Just 48,000 people watched the two-hour premiere of Devil’s Playground on Tuesday September 9 on Foxtel’s showcase, but with repeat screenings over the next six days the audience totaled 150,000.
“We consider that’s a very solid number,” Foxtel director of programming Ross Crowley told IF today.
Comparisons with other Australian series and miniseries screened on Foxtel in recent years are difficult because Devil’s Playground airs on the movie tier, which reaches about 56% of the platform’s subscribers. Crowley said the most recent like-for-like comparison is with the drama Tangle, which it has tripled.
A sequel to Fred Schepisi’s seminal 1976 semi-autobiographical movie The Devil’s Playground, the six-hour series stars Simon Burke as a newly-widowed Sydney psychiatrist as he’s hired by the Catholic Church to counsel troubled clergy.
The cast includes Jack Thompson, Don Hany, Toni Collette, Andrew McFarlane, NIDA graduate Uli Latukefu, Leon Ford and Max Cullen.
Matchbox Pictures produced the drama scripted by Blake Ayshford, Cate Shortland, Alice Addison and Tommy Murphy, directed by Rachel Ward and Tony Krawitz.

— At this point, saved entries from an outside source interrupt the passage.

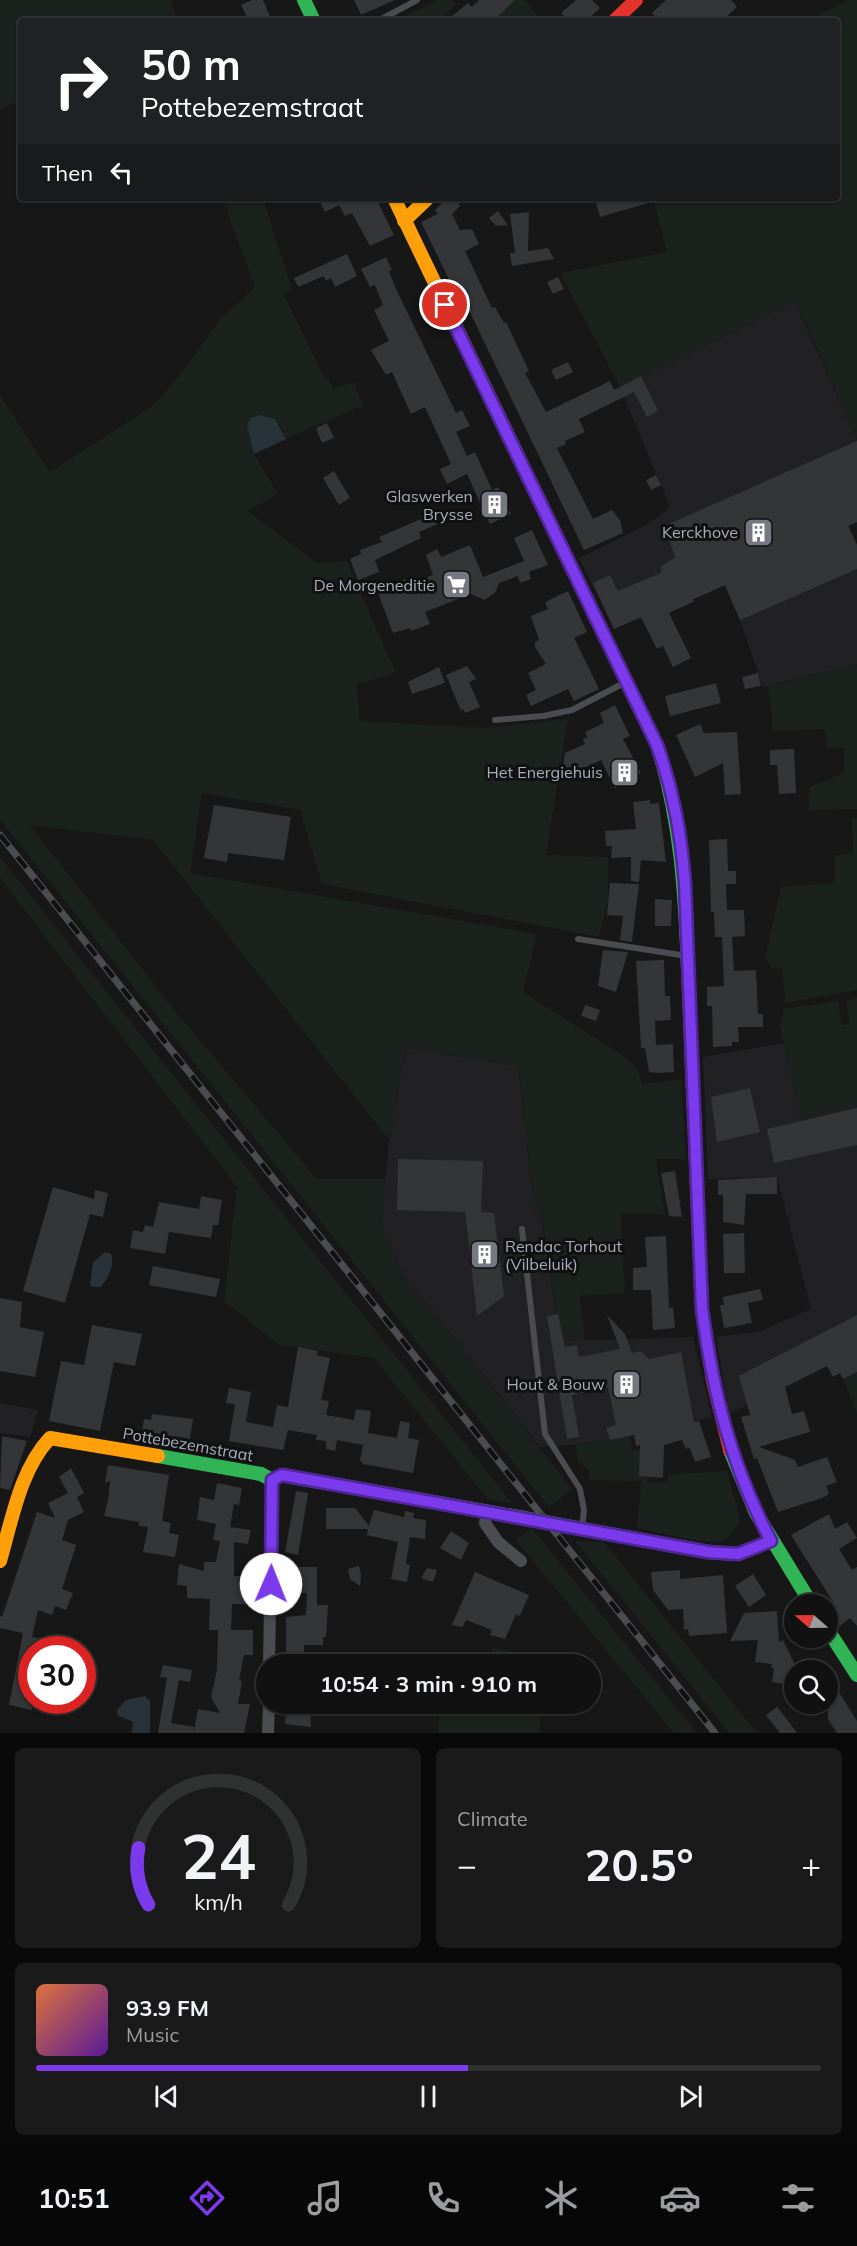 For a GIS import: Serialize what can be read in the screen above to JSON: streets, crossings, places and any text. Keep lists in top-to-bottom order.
{
  "streets": {
    "street": ["Pottebezemstraat"]
  },
  "places": {
    "building": [
      "Glaswerken Brysse",
      "Kerckhove",
      "Het Energiehuis",
      "Rendac Torhout (Vilbeluik)",
      "Hout & Bouw"
    ],
    "supermarket": ["De Morgeneditie"]
  },
  "north": "left",
  "page": {
    "turn": ["50 m", "Pottebezemstraat"],
    "then": "Then",
    "limit": "30",
    "trip": "10:54 · 3 min · 910 m",
    "tile": "Climate",
    "heat": ["−", "20.5°", "+"],
    "song": ["93.9 FM", "Music"],
    "tabs": "10:51",
    "gauge": ["24", "km/h"]
  }
} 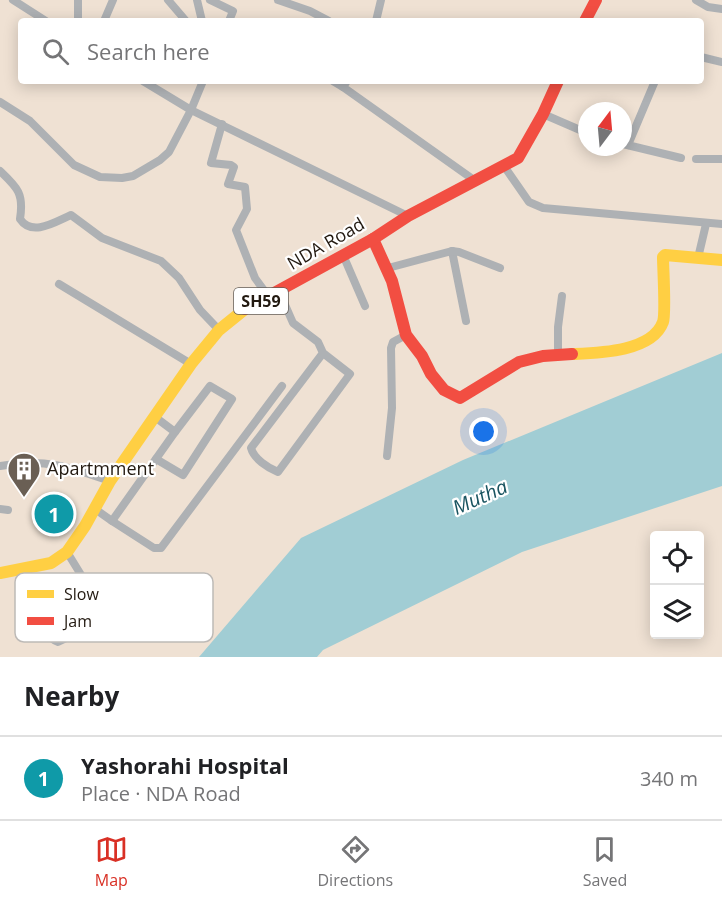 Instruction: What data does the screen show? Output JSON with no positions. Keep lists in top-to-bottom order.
{
  "streets": {
    "main road": ["NDA Road", "SH59"]
  },
  "water": ["Mutha"],
  "places": {
    "building": ["Apartmment"]
  },
  "legend": ["Slow", "Jam"],
  "north": "top",
  "page": {
    "search": "Search here",
    "pins": "1",
    "heading": "Nearby",
    "list": [
      {
        "mark": "1",
        "name": "Yashorahi Hospital",
        "note": "Place · NDA Road",
        "value": "340 m"
      }
    ],
    "nav": ["Map", "Directions", "Saved"]
  }
} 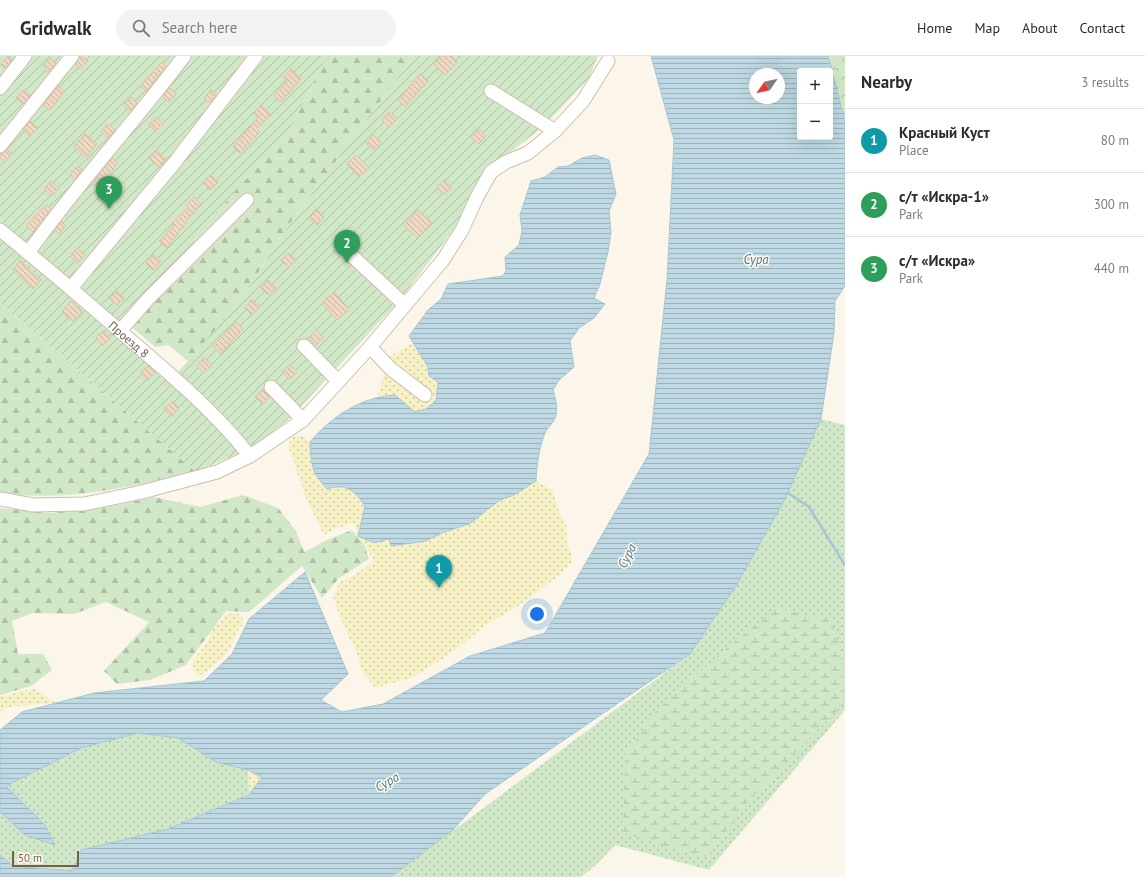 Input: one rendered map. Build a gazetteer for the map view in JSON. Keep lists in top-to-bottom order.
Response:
{
  "streets": {
    "street": ["Проезд 8"]
  },
  "water": ["Сура"],
  "scale_bar": "50 m",
  "north": "bottom left",
  "page": {
    "header": "Gridwalk",
    "search": "Search here",
    "nav": [
      "Home",
      "Map",
      "About",
      "Contact"
    ],
    "heading": ["Nearby", "3 results"],
    "map_buttons": ["+", "−"],
    "list": [
      {
        "mark": "1",
        "name": "Красный Куст",
        "note": "Place",
        "value": "80 m"
      },
      {
        "mark": "2",
        "name": "с/т «Искра-1»",
        "note": "Park",
        "value": "300 m"
      },
      {
        "mark": "3",
        "name": "с/т «Искра»",
        "note": "Park",
        "value": "440 m"
      }
    ],
    "pins": ["3", "2", "1"],
    "scale": "50 m"
  }
}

Crowley says he expects the audiences to build. “I think some people were wary, thinking it would be a hatchet job on the Catholic Church,” he says. “Now they realise it is balanced and I think it will rank as a defining Australian miniseries. It has all the nuances you would expect from Matchbox.”
One school of thought is that the show might have drawn bigger audiences had it been programmed as three, two-hour blocks. Crowley disagrees, noting it is Foxtel’s policy to screen weekly episodes after the premiere for minis of more than four hours.